Même si elle aurait pu retirer beaucoup plus d'argent des ses ressources naturelles, l'Alberta est devenue une province richissime avec le pétrole.

Même si elle aurait pu retirer beaucoup plus d'argent des ses ressources naturelles, l'Alberta est devenue une province richissime avec le pétrole.

Et cette prospérité profite au Canada tout entier, c'est un fait que personne ne met en doute. Mais la richesse du pétrole est-elle vraiment répartie à travers le pays ?

«Oui, mais bien moins que les gens le pensent», répond Luc Godbout, fiscaliste et professeur à l'Université de Sherbrooke.

Il faut savoir que le gouvernement fédéral ne touche pas un sou des revenus pétroliers de l'Alberta, explique-t-il. Les provinces ont droit à tous les revenus provenant de leurs ressources naturelles depuis 1931.

Ce n'est donc pas le pétrole qui a engendré les surplus budgétaires importants du gouvernement fédéral, mais plutôt la réduction des transferts aux provinces, la TPS et l'augmentation des impôts. Ottawa profite indirectement de la richesse pétrolière par les impôts qu'il perçoit auprès des particuliers et des entreprises de l'Alberta, incluant les pétrolières.

Les statistiques fiscales l'attestent, le gouvernement fédéral retire plus en impôts de cette province depuis le boom pétrolier. Ces impôts venus de l'Alberta, comme ceux des autres provinces, sont ensuite redistribués aux provinces moins riches. C'est ce qu'on appelle la péréquation.

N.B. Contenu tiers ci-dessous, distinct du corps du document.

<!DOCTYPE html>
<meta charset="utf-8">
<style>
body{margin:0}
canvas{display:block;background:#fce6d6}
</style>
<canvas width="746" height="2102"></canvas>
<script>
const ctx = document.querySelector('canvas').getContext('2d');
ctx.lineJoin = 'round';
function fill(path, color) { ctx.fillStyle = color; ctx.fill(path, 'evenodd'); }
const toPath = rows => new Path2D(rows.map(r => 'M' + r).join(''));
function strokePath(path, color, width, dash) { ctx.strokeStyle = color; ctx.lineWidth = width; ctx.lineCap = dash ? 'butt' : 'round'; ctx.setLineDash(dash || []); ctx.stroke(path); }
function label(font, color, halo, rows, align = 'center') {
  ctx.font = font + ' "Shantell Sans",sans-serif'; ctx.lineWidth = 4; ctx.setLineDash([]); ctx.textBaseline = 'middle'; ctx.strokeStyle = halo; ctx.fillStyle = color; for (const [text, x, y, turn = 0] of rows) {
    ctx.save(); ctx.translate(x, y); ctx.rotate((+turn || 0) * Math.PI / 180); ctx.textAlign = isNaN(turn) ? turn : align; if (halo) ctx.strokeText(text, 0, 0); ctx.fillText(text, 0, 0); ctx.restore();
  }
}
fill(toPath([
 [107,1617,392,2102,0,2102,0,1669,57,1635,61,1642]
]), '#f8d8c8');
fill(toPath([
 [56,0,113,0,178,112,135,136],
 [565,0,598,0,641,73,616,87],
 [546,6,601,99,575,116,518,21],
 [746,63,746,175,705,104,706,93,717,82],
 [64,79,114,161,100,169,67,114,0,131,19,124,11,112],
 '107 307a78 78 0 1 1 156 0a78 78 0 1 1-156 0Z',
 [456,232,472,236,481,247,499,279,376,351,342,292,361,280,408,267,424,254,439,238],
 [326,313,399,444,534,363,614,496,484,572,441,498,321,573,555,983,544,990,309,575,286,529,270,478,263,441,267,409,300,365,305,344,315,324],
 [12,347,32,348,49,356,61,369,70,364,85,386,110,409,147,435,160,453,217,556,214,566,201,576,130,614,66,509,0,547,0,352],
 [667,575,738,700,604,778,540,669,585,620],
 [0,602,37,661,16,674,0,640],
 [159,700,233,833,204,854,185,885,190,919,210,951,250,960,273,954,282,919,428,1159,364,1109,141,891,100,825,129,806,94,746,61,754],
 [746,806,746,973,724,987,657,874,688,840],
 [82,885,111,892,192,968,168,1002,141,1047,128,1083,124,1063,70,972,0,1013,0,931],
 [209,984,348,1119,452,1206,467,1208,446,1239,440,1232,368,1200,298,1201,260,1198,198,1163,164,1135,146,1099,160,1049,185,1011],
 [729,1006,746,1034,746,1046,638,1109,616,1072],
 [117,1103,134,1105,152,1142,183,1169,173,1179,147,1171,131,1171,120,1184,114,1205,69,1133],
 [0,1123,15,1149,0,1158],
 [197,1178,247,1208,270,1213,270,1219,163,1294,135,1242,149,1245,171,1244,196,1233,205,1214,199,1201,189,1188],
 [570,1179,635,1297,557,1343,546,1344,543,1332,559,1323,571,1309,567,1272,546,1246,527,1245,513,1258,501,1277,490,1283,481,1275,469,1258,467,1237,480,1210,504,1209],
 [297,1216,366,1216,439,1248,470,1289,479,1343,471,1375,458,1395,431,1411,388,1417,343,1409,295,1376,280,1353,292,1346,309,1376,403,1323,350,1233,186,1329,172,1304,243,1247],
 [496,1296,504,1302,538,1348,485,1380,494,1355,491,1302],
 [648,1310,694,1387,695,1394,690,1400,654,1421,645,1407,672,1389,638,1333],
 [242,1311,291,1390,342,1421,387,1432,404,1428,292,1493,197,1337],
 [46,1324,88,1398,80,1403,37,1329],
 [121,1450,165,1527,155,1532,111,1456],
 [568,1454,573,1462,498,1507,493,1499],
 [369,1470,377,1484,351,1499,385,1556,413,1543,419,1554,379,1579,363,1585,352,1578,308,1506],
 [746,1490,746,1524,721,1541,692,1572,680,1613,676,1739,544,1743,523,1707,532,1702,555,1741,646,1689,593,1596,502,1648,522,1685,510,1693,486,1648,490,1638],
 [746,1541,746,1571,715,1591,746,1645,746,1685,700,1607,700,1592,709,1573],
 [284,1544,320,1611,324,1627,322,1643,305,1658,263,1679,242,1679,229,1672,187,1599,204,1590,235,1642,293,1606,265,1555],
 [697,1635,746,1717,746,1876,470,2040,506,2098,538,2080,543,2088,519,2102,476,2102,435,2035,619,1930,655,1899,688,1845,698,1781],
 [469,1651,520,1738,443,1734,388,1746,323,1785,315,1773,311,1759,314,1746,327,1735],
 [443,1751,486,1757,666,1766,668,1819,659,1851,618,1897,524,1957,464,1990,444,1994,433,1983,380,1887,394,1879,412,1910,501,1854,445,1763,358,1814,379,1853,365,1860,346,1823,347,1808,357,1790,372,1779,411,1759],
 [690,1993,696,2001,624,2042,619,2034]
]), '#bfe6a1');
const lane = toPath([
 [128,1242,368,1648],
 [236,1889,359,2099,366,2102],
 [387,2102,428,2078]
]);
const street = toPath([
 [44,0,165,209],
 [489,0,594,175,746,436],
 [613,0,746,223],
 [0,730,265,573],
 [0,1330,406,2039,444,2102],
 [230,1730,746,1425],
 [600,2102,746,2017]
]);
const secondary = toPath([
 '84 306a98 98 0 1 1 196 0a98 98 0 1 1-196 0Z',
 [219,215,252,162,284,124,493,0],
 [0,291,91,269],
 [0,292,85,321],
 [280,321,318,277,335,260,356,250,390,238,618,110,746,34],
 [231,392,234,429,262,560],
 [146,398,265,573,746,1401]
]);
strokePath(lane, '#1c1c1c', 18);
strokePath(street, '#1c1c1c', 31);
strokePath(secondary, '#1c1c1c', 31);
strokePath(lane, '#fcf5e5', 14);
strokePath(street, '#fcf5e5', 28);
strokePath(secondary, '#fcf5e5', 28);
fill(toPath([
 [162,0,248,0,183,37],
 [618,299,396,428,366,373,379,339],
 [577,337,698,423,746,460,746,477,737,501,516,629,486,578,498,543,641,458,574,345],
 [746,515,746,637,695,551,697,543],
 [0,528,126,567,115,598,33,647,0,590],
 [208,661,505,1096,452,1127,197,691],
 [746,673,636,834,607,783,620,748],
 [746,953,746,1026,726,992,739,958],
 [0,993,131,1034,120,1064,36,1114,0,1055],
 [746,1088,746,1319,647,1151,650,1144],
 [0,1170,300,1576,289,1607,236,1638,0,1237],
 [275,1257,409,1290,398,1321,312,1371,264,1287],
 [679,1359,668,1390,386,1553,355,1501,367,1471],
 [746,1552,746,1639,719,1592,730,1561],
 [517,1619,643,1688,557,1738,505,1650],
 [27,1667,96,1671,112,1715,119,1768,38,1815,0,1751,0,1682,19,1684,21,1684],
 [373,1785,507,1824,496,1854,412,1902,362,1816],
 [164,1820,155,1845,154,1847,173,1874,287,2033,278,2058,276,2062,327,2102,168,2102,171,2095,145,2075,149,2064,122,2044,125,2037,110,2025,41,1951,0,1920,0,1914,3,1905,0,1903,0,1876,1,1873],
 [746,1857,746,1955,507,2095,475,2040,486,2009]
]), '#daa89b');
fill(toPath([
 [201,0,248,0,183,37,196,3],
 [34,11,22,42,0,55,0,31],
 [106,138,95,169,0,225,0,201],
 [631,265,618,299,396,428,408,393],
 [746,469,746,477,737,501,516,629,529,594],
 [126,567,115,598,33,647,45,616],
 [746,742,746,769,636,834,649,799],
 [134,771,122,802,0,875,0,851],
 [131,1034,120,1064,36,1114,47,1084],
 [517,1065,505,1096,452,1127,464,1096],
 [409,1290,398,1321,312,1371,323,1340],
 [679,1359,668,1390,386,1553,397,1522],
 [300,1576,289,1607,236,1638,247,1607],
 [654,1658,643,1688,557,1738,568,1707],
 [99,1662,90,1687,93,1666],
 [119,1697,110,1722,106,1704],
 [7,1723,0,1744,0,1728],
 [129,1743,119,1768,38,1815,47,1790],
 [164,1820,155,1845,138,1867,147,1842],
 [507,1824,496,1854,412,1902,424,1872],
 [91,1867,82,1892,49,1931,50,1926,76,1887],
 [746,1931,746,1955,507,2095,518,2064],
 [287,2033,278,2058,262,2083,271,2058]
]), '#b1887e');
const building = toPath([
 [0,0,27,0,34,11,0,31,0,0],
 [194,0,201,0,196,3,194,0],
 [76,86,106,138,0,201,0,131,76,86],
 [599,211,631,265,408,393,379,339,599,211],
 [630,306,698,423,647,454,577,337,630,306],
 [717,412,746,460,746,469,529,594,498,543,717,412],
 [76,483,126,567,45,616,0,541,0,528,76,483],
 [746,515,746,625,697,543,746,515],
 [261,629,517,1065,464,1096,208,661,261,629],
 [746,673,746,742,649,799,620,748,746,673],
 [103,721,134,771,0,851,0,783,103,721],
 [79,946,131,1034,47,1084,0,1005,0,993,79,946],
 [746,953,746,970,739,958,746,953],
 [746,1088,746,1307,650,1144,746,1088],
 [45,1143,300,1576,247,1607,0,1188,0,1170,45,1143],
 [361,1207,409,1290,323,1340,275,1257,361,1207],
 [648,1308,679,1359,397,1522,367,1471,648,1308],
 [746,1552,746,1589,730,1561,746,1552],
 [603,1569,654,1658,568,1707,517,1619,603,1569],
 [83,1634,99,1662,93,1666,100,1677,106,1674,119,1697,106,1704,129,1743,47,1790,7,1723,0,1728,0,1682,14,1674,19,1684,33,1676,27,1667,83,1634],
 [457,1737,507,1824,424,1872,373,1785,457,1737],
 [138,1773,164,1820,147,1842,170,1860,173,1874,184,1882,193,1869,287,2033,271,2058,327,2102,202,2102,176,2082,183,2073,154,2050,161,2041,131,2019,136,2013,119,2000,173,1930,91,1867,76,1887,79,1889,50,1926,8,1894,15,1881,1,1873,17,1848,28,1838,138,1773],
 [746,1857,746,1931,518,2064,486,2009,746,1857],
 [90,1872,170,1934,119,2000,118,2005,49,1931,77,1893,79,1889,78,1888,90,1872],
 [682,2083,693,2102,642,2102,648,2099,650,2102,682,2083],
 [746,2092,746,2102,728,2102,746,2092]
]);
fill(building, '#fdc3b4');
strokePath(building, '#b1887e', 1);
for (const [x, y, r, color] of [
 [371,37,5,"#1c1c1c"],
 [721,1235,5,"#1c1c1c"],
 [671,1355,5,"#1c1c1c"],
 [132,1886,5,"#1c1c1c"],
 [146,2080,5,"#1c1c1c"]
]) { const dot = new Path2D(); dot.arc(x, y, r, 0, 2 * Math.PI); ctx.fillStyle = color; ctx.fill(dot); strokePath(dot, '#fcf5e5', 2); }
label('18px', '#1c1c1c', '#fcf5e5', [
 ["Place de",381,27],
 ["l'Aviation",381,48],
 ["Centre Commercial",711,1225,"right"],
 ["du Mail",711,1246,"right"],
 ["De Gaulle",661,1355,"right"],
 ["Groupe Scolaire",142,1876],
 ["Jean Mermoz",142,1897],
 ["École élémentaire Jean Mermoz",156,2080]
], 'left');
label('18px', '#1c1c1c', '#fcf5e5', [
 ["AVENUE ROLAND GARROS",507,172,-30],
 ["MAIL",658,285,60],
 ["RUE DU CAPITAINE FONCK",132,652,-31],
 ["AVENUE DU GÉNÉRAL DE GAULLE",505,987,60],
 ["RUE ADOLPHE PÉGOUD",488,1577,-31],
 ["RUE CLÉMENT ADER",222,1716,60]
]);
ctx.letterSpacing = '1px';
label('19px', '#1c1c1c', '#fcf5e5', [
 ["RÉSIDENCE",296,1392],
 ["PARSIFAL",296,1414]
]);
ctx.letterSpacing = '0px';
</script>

L'Alberta ne reçoit pas de paiements de péréquation, mais le Québec et six autres provinces en reçoivent. Une partie de l'argent reçu du fédéral vient donc des revenus du pétrole, mais une petite partie seulement.

Le reste vient des impôts payés à Ottawa par les résidents et les entreprises de toutes les autres provinces, y compris du Québec, qui financent en partie les paiements de péréquation qu'ils reçoivent.

La péréquation est donc financée par les impôts de tous les Canadiens. Malgré la richesse de l'Alberta, c'est en Ontario et aux Québec, les provinces les plus populeuses, qu'Ottawa retire le plus en impôts.

Floués

Une pr ovince comme l'Ontario qui ne reçoit pas de péréquation, ne profite pas du tout de la richesse pétrolière du Canada. Ce serait plutôt le contraire.

Comme l'augmentation du prix du pétrole a contribué à pousser le dollar canadien à parité avec la devise américaine, l'économie ontarienne axée sur l'industrie manufacturière et les exportations a commencé à péricliter. Plutôt que de l'enrichir, le pétrole albertain a plutôt appauvri l'Ontario.

«Avant la montée du dollar, le boom pétrolier albertain profitait à tout le monde, ce n'est plus le cas aujourd'hui», reconnaît l'économiste Robert Lacroix, qui a fait partie d'un groupe d'experts mandatés par Ottawa en 2005 pour examiner le système de péréquation canadien.

L'économie du Québec souffre aussi du dollar fort, mais ses pertes sont en partie compensées par les paiements de péréquation qu'elle reçoit. Des paiements de péréquation qui, redisons-le, contiennent un petit peu de pétrole.

Si l'Alberta, n'en retire pas assez, le gouvernement fédéral très peu et les autres provinces encore moins, qui profite donc du pétrole canadien ?

La réponse se trouve du côté des entreprises et de leurs actionnaires, qui n'ont jamais connu des années aussi fastes (voir tableau). Mais comme seulement la moitié des entreprises pétrolières actives au Canada sont canadiennes, une bonne partie de ces profits sortent du pays.

Contrairement à la Norvège, où la société d'État Statoil est un joueur actif du secteur pétrolier, l'Alberta a choisi de laisser le champ libre à l'entreprise privée.

À l'autre bout du pays, le premier ministre de Terre-Neuve, Danny Williams, a choisi une autre voie. Il a exigé une participation de 10 % dans le projet Hebron, un gisement off-shore qui contiendraient 700 millions de barils de pétrole.

Pas question, ont répondu les entreprises du partenariat, mené par Chevron. Les grosses pétrolières ont menacé de laisser tomber le projet, elles ont rompu les négociations, et sont finalement revenus à de meilleures intentions.

Danny Chavez, comme on l'a surnommé, a tenu son bout et a finalement obtenu une participation de 4,9 %. En plus des redevances, la petite province est donc assurée d'obtenir une part des profits de la production du pétrole.

Qui s'annoncent plantureux, si la tendance se maintient.